DIRECTIONS FOR THIS TASK
Apart from the pictures, everything in the lines below must be printed exactly.

# # # # #

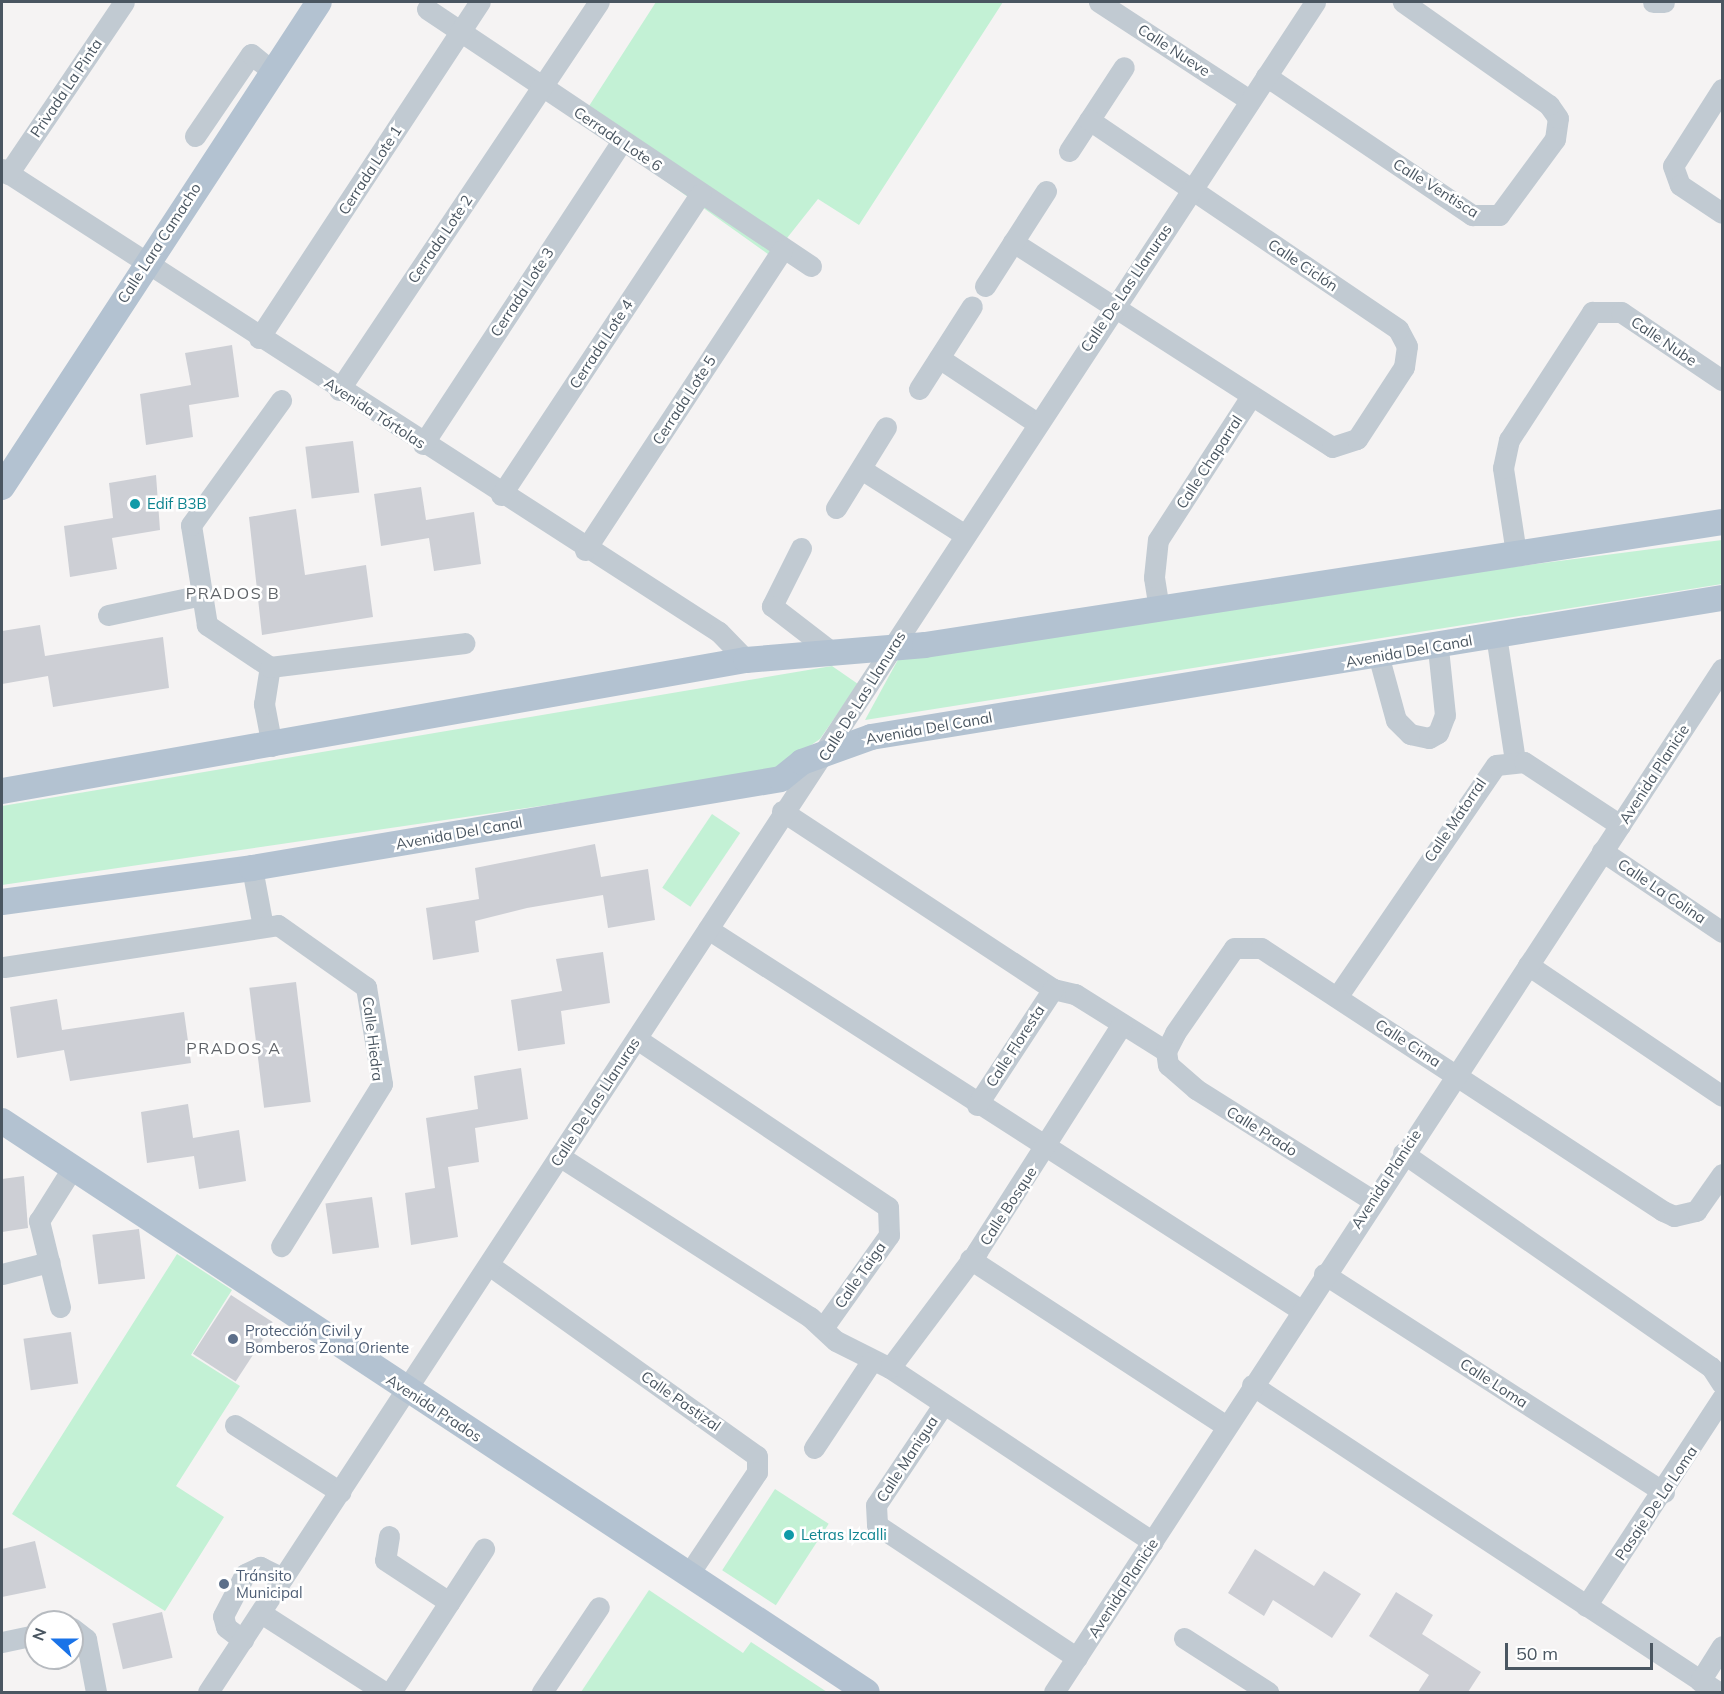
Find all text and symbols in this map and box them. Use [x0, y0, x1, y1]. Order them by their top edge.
street label: Calle Nueve [1135, 20, 1213, 80]
street label: Privada La Pinta [26, 35, 106, 141]
street label: Cerrada Lote 6 [570, 103, 666, 175]
street label: Cerrada Lote 1 [335, 122, 405, 218]
street label: Calle Ventisca [1390, 155, 1482, 221]
street label: Calle Lara Camacho [113, 180, 205, 306]
street label: Cerrada Lote 2 [404, 191, 476, 287]
street label: Calle De Las Llanuras [1077, 221, 1175, 355]
street label: Calle Ciclón [1265, 235, 1341, 295]
street label: Cerrada Lote 3 [487, 244, 557, 340]
street label: Cerrada Lote 4 [566, 296, 636, 392]
street label: Calle Nube [1628, 312, 1700, 370]
street label: Cerrada Lote 5 [649, 352, 719, 448]
street label: Avenida Tórtolas [321, 374, 429, 452]
street label: Calle Chaparral [1172, 412, 1246, 512]
place label: Edif B3B [147, 495, 207, 513]
marker: Edif B3B [128, 497, 142, 511]
district label: PRADOS B [186, 583, 280, 603]
street label: Calle De Las Llanuras [815, 628, 909, 764]
street label: Avenida Del Canal [1344, 631, 1474, 671]
street label: Avenida Del Canal [864, 708, 994, 748]
street label: Avenida Planicie [1615, 721, 1693, 827]
street label: Calle Matorral [1420, 775, 1490, 865]
street label: Avenida Del Canal [394, 813, 524, 853]
street label: Calle La Colina [1614, 855, 1710, 927]
street label: Calle Hiedra [359, 996, 387, 1082]
street label: Calle Floresta [982, 1002, 1048, 1090]
street label: Calle Cima [1372, 1015, 1444, 1071]
street label: Calle De Las Llanuras [547, 1034, 643, 1170]
district label: PRADOS A [186, 1038, 282, 1058]
street label: Calle Prado [1223, 1102, 1301, 1160]
street label: Avenida Planicie [1347, 1126, 1425, 1232]
street label: Calle Bosque [976, 1163, 1040, 1249]
street label: Calle Taiga [831, 1238, 889, 1312]
place label: Protección Civil y Bomberos Zona Oriente [245, 1321, 409, 1356]
marker: Protección Civil y Bomberos Zona Oriente [226, 1332, 240, 1346]
street label: Calle Loma [1457, 1354, 1531, 1412]
street label: Calle Pastizal [638, 1367, 724, 1435]
street label: Avenida Prados [383, 1371, 485, 1445]
street label: Calle Manigua [872, 1413, 942, 1505]
street label: Pasaje De La Loma [1611, 1443, 1701, 1563]
place label: Letras Izcalli [801, 1526, 887, 1544]
marker: Letras Izcalli [782, 1528, 796, 1542]
street label: Avenida Planicie [1084, 1535, 1162, 1641]
place label: Tránsito Municipal [236, 1566, 302, 1601]
marker: Tránsito Municipal [217, 1577, 231, 1591]
north arrow [24, 1610, 84, 1670]
text: N [28, 1625, 51, 1643]
scale bar [1508, 1631, 1656, 1669]
text: 50 m [1516, 1642, 1558, 1665]

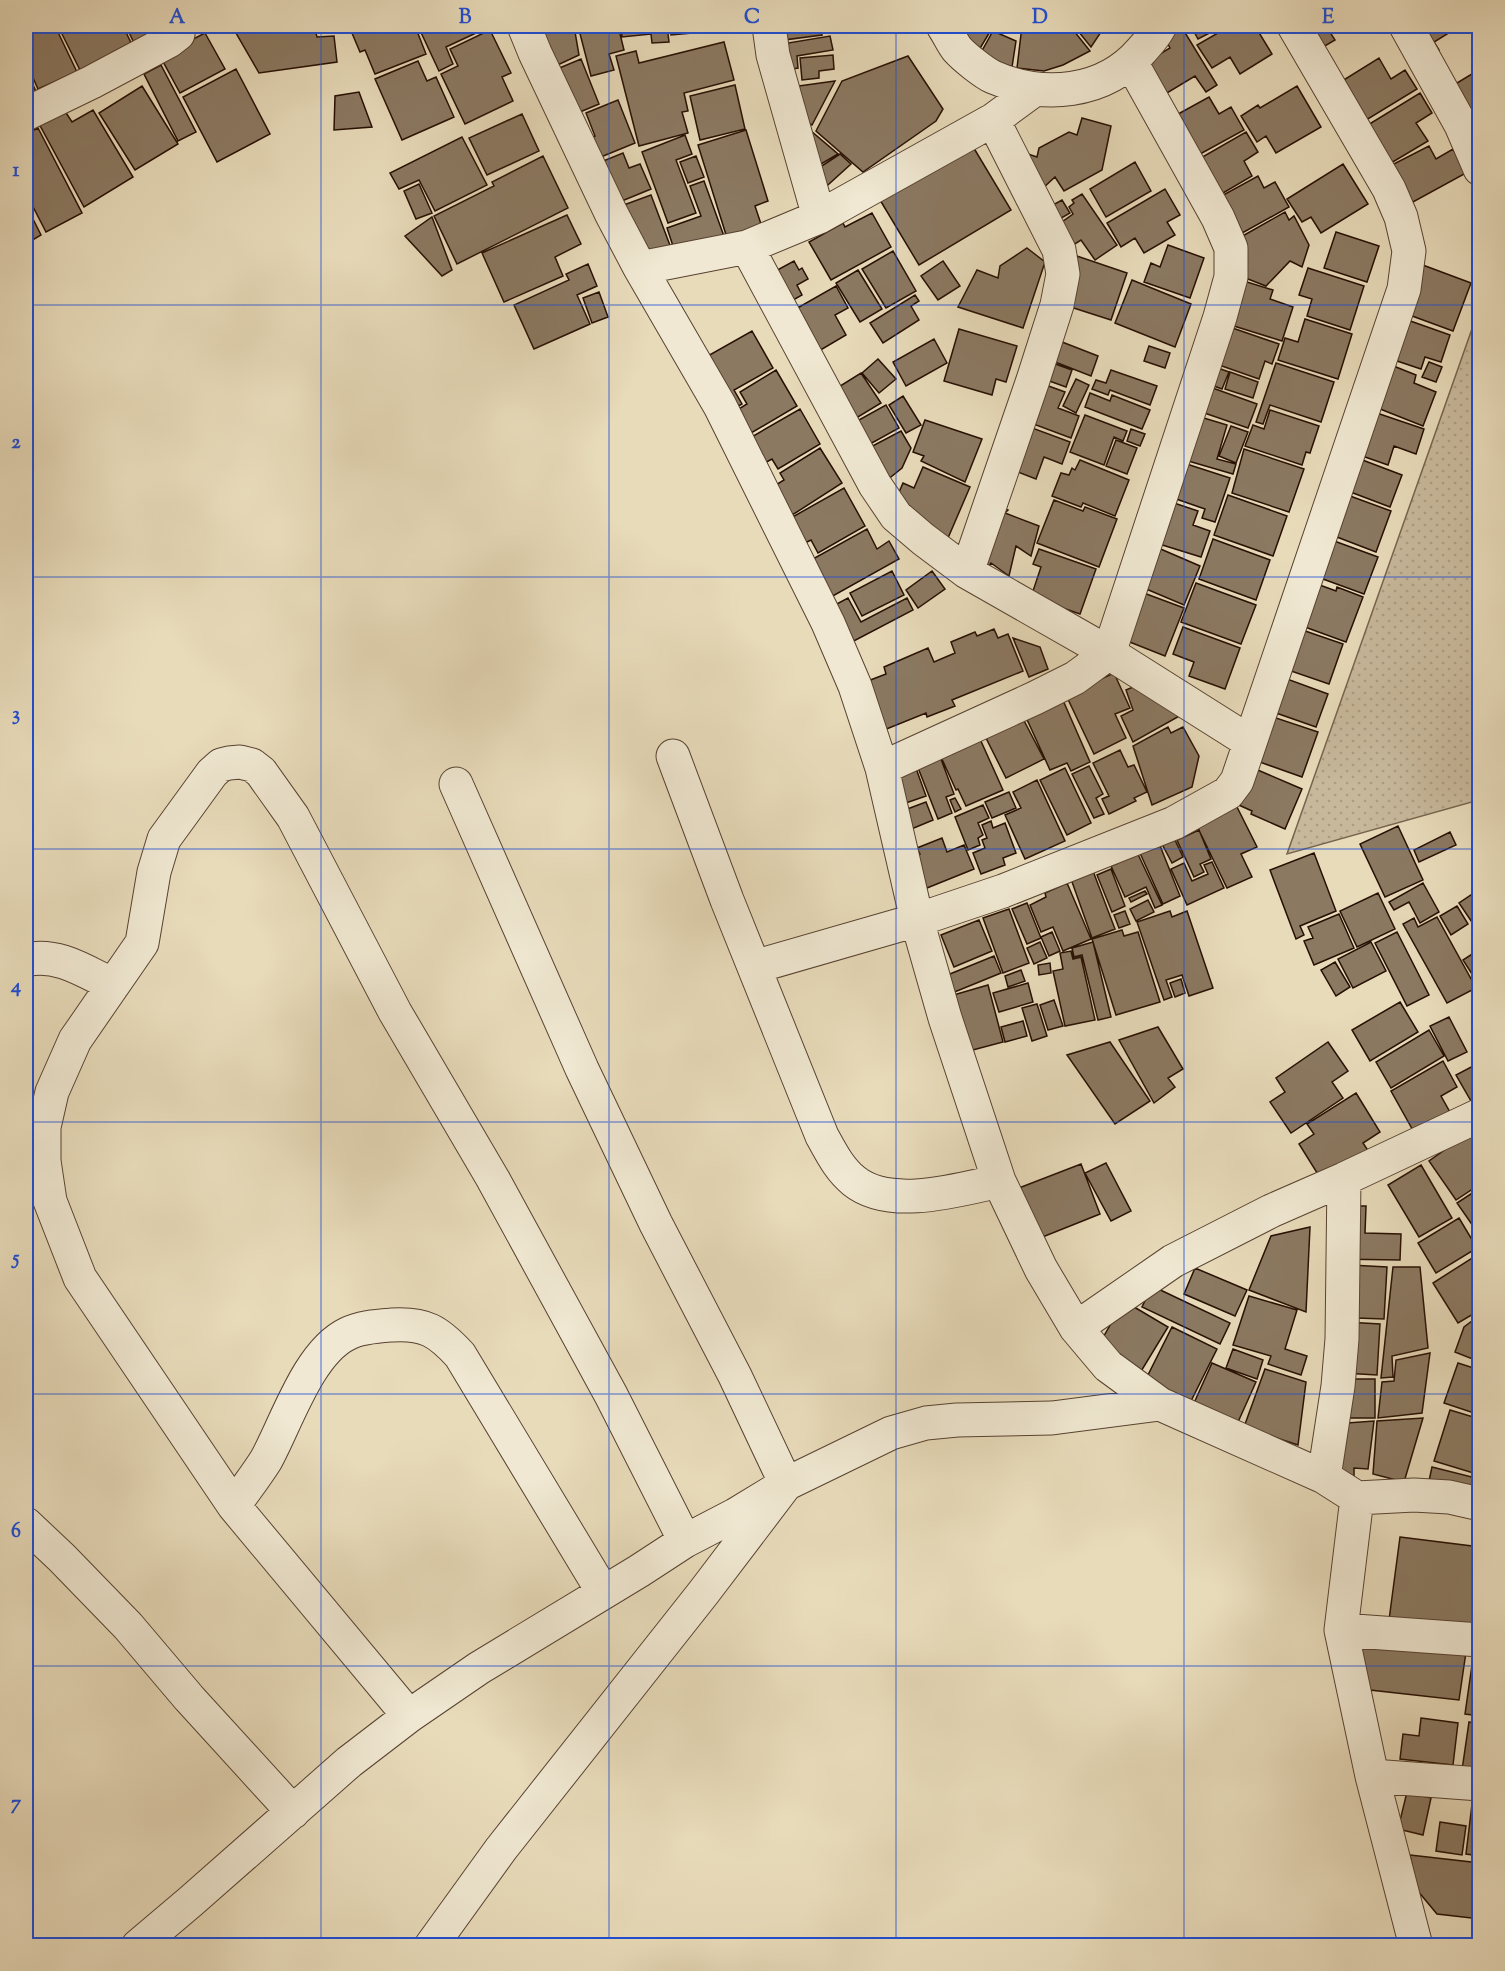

# # # # #

EXERCISE RESPONSE
Find all text and symbols in this map and box them. Use [x0, y0, x1, y1]. Order them by their top edge.
street label: Calle Nueve [1135, 20, 1213, 80]
street label: Privada La Pinta [26, 35, 106, 141]
street label: Cerrada Lote 6 [570, 103, 666, 175]
street label: Cerrada Lote 1 [335, 122, 405, 218]
street label: Calle Ventisca [1390, 155, 1482, 221]
street label: Calle Lara Camacho [113, 180, 205, 306]
street label: Cerrada Lote 2 [404, 191, 476, 287]
street label: Calle De Las Llanuras [1077, 221, 1175, 355]
street label: Calle Ciclón [1265, 235, 1341, 295]
street label: Cerrada Lote 3 [487, 244, 557, 340]
street label: Cerrada Lote 4 [566, 296, 636, 392]
street label: Calle Nube [1628, 312, 1700, 370]
street label: Cerrada Lote 5 [649, 352, 719, 448]
street label: Avenida Tórtolas [321, 374, 429, 452]
street label: Calle Chaparral [1172, 412, 1246, 512]
place label: Edif B3B [147, 495, 207, 513]
marker: Edif B3B [128, 497, 142, 511]
district label: PRADOS B [186, 583, 280, 603]
street label: Calle De Las Llanuras [815, 628, 909, 764]
street label: Avenida Del Canal [1344, 631, 1474, 671]
street label: Avenida Del Canal [864, 708, 994, 748]
street label: Avenida Planicie [1615, 721, 1693, 827]
street label: Calle Matorral [1420, 775, 1490, 865]
street label: Avenida Del Canal [394, 813, 524, 853]
street label: Calle La Colina [1614, 855, 1710, 927]
street label: Calle Hiedra [359, 996, 387, 1082]
street label: Calle Floresta [982, 1002, 1048, 1090]
street label: Calle Cima [1372, 1015, 1444, 1071]
street label: Calle De Las Llanuras [547, 1034, 643, 1170]
district label: PRADOS A [186, 1038, 282, 1058]
street label: Calle Prado [1223, 1102, 1301, 1160]
street label: Avenida Planicie [1347, 1126, 1425, 1232]
street label: Calle Bosque [976, 1163, 1040, 1249]
street label: Calle Taiga [831, 1238, 889, 1312]
place label: Protección Civil y Bomberos Zona Oriente [245, 1321, 409, 1356]
marker: Protección Civil y Bomberos Zona Oriente [226, 1332, 240, 1346]
street label: Calle Loma [1457, 1354, 1531, 1412]
street label: Calle Pastizal [638, 1367, 724, 1435]
street label: Avenida Prados [383, 1371, 485, 1445]
street label: Calle Manigua [872, 1413, 942, 1505]
street label: Pasaje De La Loma [1611, 1443, 1701, 1563]
place label: Letras Izcalli [801, 1526, 887, 1544]
marker: Letras Izcalli [782, 1528, 796, 1542]
street label: Avenida Planicie [1084, 1535, 1162, 1641]
place label: Tránsito Municipal [236, 1566, 302, 1601]
marker: Tránsito Municipal [217, 1577, 231, 1591]
north arrow [24, 1610, 84, 1670]
text: N [28, 1625, 51, 1643]
scale bar [1508, 1631, 1656, 1669]
text: 50 m [1516, 1642, 1558, 1665]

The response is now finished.